▸ **WHAT IS NEEDED**: Lines, not repeats, are what count: give the number of lines below that hold "canvas", and nothing more.

+ + + + + + +

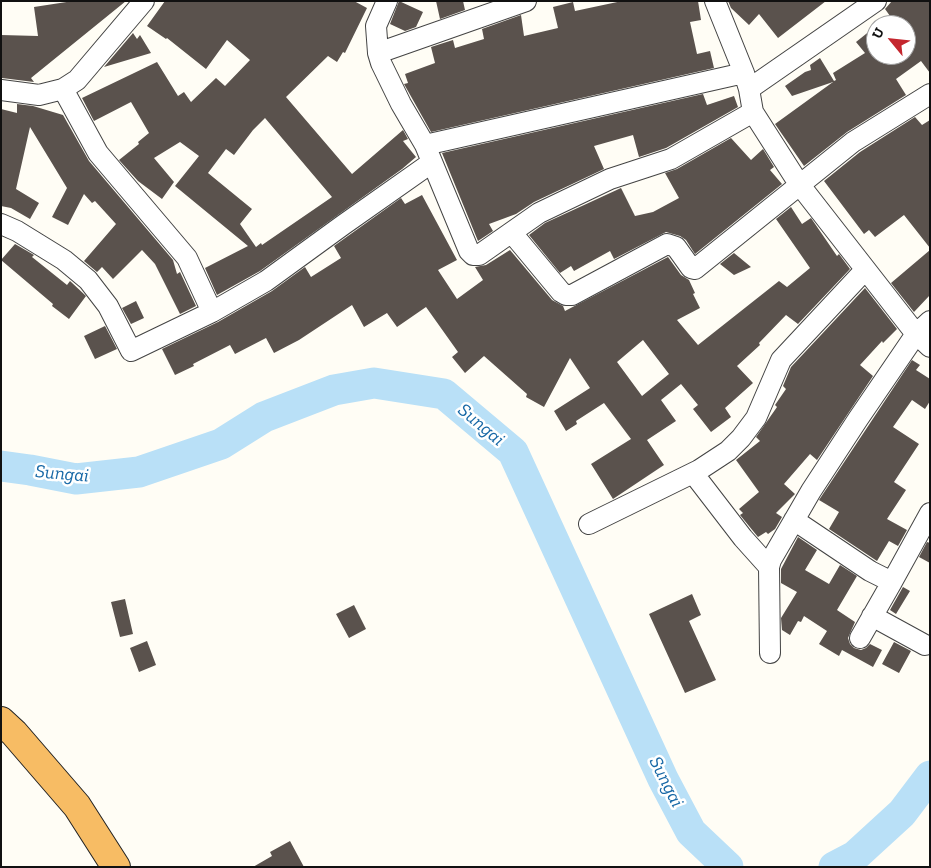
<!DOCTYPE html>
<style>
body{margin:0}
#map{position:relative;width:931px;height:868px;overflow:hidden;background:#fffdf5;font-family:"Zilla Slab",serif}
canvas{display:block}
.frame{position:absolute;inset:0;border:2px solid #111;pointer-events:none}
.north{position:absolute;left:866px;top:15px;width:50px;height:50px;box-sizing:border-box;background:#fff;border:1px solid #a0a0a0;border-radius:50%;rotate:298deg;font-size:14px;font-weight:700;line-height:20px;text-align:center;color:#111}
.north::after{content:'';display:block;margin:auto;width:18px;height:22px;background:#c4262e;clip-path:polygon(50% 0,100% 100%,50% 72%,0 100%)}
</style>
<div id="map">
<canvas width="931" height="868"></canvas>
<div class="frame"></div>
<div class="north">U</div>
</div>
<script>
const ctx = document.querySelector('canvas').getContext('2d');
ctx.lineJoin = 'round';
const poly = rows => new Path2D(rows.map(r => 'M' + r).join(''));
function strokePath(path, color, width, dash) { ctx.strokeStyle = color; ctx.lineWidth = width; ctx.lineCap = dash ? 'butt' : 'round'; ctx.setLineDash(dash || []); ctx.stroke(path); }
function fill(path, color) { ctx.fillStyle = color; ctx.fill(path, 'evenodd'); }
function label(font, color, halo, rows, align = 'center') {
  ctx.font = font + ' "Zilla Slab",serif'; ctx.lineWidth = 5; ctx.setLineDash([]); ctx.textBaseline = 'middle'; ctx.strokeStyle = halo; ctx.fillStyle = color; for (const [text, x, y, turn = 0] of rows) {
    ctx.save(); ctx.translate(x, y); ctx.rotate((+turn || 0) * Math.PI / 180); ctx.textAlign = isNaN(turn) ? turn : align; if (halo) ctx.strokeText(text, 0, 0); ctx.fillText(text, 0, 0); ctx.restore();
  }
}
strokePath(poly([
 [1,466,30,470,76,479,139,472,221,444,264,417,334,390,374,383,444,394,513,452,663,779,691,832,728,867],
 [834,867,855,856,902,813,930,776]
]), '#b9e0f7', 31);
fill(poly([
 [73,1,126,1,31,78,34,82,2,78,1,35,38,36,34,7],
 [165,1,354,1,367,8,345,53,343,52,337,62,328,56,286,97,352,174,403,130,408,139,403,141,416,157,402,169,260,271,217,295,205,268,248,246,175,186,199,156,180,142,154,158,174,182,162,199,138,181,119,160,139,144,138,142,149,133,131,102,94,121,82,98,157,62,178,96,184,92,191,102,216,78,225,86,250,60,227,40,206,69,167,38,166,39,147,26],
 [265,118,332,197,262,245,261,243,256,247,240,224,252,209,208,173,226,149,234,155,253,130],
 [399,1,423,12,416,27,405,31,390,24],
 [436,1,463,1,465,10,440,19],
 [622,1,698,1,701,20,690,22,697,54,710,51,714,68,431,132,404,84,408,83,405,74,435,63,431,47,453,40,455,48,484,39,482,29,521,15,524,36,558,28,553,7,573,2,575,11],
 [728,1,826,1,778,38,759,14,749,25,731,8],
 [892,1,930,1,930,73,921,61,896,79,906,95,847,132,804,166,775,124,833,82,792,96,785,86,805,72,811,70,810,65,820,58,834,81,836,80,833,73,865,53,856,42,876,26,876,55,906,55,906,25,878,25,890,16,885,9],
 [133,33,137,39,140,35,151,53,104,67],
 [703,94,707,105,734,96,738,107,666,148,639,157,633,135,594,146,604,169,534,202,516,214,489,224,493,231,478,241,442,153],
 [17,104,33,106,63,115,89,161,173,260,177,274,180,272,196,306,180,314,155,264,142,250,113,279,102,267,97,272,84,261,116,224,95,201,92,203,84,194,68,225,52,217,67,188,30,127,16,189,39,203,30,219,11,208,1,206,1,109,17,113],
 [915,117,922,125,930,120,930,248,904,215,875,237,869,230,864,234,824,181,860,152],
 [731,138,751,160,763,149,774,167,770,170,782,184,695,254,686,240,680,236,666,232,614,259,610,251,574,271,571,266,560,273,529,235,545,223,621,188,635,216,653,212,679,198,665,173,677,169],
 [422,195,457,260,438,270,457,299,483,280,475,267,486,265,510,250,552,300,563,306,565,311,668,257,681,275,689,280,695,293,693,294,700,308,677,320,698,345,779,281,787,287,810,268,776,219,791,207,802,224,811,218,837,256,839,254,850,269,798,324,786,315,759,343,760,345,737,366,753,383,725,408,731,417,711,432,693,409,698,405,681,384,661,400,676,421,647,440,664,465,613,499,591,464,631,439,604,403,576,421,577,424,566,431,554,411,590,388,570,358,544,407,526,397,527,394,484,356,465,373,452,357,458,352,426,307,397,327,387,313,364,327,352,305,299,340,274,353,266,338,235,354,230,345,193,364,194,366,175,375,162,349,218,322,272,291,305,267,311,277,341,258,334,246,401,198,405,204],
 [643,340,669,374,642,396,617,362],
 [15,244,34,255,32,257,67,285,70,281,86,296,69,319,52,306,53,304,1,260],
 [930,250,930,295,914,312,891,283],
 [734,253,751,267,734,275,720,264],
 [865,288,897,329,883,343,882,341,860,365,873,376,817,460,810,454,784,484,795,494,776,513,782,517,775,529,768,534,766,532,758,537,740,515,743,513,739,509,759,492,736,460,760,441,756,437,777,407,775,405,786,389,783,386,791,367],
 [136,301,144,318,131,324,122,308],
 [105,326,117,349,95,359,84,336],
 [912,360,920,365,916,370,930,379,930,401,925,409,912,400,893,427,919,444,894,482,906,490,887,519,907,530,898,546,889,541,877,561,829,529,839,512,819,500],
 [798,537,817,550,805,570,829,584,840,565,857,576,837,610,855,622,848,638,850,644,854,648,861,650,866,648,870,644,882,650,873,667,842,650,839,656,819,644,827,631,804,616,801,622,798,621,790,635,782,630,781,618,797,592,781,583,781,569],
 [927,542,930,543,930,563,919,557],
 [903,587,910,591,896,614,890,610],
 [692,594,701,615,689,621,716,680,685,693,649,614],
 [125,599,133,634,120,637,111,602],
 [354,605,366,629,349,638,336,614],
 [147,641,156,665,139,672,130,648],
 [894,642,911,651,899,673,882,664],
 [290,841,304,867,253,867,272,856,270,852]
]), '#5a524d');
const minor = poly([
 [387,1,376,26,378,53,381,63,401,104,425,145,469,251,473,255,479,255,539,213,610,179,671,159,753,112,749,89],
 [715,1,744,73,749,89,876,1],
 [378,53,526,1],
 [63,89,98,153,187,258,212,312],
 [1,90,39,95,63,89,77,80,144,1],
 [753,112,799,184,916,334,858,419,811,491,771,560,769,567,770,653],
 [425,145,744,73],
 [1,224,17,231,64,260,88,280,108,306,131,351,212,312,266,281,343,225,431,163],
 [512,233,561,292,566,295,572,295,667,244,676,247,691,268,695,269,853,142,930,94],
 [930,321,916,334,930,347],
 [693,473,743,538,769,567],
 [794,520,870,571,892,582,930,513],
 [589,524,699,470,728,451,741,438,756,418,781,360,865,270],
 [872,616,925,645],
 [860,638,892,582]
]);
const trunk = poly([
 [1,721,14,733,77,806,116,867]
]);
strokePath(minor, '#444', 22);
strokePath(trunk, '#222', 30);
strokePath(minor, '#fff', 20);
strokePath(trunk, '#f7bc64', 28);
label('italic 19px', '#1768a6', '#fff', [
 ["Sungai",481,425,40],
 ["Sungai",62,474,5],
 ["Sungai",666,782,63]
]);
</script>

+ + + + + + +

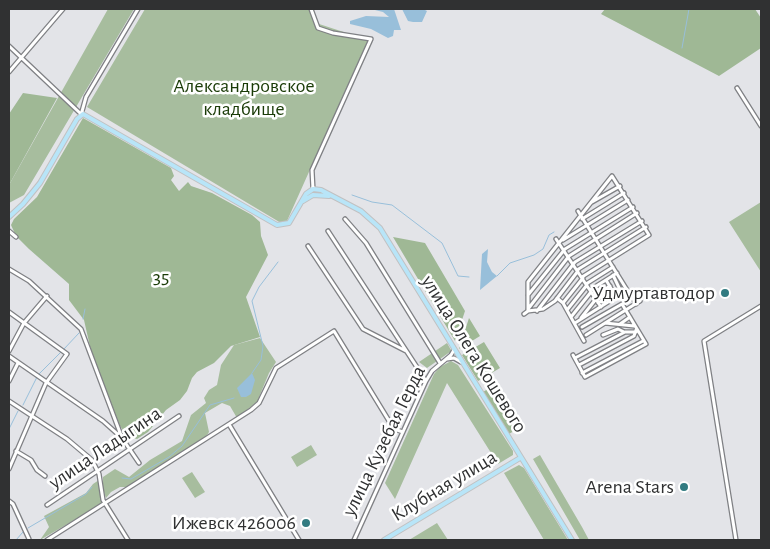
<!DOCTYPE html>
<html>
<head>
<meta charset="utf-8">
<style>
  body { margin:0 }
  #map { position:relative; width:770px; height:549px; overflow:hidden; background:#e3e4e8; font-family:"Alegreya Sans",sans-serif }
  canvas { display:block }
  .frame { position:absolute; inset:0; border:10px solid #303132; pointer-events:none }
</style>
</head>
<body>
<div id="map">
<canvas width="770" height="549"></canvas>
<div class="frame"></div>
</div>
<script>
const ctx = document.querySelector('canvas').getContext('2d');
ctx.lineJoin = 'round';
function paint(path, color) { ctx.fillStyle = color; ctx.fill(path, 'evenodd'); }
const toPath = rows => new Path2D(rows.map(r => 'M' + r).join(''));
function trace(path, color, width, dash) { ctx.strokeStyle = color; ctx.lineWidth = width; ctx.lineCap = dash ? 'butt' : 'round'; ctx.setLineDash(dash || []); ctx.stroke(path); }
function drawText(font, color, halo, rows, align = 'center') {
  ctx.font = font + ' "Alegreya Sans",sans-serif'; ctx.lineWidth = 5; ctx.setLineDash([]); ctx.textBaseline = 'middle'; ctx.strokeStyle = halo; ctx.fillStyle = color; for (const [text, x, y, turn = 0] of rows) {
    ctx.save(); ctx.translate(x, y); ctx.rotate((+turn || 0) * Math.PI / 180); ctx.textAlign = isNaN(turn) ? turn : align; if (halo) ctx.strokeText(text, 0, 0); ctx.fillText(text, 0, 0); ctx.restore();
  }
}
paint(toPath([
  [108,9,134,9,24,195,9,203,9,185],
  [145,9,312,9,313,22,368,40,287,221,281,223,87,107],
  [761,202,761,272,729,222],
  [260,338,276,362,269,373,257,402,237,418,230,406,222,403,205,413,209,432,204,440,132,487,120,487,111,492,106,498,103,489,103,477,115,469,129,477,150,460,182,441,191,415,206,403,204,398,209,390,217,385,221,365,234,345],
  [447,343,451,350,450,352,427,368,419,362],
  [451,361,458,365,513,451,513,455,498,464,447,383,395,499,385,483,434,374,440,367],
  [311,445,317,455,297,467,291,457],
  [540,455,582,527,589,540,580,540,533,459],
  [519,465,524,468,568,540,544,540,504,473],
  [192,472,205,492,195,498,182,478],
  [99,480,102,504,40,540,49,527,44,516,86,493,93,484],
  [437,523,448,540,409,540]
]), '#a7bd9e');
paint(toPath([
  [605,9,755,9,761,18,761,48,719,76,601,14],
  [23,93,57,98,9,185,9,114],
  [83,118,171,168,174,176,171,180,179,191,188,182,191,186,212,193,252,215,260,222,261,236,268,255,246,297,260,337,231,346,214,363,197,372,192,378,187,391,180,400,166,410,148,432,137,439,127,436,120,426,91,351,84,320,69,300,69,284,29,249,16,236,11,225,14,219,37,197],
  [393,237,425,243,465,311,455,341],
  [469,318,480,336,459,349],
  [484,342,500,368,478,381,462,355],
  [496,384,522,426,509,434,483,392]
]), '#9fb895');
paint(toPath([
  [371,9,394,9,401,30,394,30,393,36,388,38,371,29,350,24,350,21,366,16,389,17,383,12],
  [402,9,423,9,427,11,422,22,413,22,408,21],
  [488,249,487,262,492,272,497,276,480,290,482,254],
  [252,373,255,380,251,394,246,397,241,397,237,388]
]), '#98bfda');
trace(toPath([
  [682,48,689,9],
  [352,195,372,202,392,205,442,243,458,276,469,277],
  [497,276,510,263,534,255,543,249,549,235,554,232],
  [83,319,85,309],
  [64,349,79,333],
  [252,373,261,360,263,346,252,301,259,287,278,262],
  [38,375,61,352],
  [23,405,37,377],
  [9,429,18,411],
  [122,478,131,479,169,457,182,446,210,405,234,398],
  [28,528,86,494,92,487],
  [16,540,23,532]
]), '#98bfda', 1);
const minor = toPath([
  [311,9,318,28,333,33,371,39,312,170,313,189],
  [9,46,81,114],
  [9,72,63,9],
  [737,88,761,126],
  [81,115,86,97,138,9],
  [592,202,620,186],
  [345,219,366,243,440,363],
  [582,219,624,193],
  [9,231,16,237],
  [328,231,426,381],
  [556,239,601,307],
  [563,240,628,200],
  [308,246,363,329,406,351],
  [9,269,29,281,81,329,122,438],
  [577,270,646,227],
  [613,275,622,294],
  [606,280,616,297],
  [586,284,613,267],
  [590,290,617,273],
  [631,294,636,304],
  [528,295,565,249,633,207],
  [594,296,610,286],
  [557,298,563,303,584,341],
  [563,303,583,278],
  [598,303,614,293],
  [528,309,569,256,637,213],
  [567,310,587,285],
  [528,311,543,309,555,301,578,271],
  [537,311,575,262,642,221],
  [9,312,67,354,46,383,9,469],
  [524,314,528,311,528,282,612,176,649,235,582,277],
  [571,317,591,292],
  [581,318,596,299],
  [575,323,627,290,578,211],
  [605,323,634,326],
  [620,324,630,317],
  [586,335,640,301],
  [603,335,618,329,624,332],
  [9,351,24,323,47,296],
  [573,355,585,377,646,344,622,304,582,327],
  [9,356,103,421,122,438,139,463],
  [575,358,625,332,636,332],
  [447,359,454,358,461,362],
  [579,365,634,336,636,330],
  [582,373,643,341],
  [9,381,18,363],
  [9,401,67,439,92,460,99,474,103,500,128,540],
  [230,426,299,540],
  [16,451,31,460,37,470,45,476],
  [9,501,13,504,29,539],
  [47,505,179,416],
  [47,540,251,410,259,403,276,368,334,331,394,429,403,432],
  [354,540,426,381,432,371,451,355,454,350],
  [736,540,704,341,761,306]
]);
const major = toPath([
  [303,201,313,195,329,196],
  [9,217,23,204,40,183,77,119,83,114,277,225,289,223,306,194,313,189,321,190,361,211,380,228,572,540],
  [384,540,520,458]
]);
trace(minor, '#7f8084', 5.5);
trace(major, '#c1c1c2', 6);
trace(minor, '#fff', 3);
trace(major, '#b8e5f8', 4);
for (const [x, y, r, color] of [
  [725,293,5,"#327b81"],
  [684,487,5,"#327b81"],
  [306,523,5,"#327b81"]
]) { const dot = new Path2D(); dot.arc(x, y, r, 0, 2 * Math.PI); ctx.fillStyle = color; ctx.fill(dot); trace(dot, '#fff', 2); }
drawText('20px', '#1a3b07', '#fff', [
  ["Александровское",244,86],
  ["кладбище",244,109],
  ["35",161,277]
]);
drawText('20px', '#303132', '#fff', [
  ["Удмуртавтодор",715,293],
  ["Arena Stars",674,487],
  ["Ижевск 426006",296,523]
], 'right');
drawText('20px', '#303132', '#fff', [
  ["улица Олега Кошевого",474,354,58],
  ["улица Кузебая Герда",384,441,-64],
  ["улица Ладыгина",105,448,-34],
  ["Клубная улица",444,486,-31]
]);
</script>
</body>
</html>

+ + + + + + +

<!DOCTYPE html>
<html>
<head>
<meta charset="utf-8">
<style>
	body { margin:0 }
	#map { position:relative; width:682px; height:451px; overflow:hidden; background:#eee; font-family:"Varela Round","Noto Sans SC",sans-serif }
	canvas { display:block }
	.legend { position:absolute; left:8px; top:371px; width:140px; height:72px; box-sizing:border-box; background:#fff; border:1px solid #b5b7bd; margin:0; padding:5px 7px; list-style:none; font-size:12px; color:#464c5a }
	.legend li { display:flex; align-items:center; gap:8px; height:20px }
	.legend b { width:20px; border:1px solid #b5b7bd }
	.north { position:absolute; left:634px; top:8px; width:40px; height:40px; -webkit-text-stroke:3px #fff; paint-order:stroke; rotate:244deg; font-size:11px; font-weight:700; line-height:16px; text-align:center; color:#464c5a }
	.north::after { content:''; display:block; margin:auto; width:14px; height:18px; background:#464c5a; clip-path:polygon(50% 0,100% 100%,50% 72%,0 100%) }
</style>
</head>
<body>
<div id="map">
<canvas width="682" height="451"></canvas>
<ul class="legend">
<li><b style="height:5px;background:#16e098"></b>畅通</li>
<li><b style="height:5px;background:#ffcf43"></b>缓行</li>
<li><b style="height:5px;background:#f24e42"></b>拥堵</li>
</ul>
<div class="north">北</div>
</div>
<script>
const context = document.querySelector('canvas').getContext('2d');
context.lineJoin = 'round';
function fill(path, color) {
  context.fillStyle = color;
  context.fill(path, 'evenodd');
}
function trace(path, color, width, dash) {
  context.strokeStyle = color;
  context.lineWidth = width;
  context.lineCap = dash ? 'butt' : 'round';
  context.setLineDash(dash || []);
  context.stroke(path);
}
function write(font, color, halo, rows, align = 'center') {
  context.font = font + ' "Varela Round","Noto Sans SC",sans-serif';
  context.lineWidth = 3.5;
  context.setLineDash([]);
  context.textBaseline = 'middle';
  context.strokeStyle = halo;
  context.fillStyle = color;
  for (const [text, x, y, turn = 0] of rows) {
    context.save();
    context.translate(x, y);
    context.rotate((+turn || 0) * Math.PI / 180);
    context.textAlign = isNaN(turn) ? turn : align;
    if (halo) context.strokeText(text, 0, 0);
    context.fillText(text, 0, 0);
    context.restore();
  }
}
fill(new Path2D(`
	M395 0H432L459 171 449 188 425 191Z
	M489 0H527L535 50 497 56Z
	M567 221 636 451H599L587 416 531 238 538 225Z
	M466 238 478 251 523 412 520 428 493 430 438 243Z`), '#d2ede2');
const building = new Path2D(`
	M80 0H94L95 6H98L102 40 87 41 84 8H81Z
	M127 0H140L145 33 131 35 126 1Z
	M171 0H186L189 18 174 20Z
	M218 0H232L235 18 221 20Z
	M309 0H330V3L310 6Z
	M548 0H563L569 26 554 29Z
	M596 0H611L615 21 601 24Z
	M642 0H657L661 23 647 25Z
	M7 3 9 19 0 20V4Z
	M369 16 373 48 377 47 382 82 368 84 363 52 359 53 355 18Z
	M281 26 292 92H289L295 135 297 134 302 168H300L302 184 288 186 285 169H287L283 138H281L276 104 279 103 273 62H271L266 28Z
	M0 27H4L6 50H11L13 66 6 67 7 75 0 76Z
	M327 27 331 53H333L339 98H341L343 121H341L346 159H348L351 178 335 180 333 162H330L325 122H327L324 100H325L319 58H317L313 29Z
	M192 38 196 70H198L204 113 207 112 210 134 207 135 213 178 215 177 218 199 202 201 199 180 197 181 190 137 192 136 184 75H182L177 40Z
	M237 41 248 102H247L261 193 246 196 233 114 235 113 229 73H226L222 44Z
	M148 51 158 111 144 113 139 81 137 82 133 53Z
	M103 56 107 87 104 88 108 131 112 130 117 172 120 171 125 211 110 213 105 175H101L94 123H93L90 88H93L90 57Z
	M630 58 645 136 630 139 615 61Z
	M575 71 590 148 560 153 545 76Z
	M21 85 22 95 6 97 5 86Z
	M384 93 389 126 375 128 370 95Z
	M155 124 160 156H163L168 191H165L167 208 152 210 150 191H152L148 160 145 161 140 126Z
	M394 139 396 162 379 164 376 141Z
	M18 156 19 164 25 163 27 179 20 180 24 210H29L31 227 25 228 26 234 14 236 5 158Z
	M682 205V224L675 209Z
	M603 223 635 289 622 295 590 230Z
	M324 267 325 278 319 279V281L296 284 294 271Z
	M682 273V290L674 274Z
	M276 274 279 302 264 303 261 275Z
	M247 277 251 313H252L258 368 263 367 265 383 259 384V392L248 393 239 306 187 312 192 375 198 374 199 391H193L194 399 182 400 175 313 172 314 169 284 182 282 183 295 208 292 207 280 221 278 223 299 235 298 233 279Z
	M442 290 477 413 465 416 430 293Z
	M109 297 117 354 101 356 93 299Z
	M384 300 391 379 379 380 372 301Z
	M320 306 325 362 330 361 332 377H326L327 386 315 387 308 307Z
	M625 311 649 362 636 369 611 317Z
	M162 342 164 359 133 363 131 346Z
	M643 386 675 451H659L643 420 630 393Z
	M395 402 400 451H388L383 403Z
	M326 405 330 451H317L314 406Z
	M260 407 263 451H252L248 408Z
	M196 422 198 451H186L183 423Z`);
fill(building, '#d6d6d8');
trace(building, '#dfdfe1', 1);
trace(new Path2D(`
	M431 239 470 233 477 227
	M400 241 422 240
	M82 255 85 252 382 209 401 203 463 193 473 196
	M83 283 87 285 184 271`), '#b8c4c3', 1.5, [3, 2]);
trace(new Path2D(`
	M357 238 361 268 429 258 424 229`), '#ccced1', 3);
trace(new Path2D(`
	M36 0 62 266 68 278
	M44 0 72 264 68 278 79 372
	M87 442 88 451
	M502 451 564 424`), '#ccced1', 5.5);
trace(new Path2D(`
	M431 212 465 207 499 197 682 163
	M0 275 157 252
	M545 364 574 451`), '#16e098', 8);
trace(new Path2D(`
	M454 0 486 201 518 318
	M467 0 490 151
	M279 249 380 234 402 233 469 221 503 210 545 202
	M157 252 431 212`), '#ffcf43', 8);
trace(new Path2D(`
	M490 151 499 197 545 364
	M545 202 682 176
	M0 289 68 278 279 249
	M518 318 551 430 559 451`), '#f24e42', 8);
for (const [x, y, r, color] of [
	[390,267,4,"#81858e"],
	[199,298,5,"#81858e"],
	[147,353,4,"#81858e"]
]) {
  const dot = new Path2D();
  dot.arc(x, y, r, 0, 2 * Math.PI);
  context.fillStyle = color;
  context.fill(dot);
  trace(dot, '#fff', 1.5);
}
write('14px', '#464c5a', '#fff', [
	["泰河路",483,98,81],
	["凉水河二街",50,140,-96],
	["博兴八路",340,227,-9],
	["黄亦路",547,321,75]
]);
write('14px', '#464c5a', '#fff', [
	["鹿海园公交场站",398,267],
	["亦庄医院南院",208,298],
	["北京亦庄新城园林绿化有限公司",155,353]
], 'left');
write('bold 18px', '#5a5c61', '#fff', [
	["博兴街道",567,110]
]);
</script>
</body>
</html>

+ + + + + + +

▸ **YOUR RESPONSE**: 9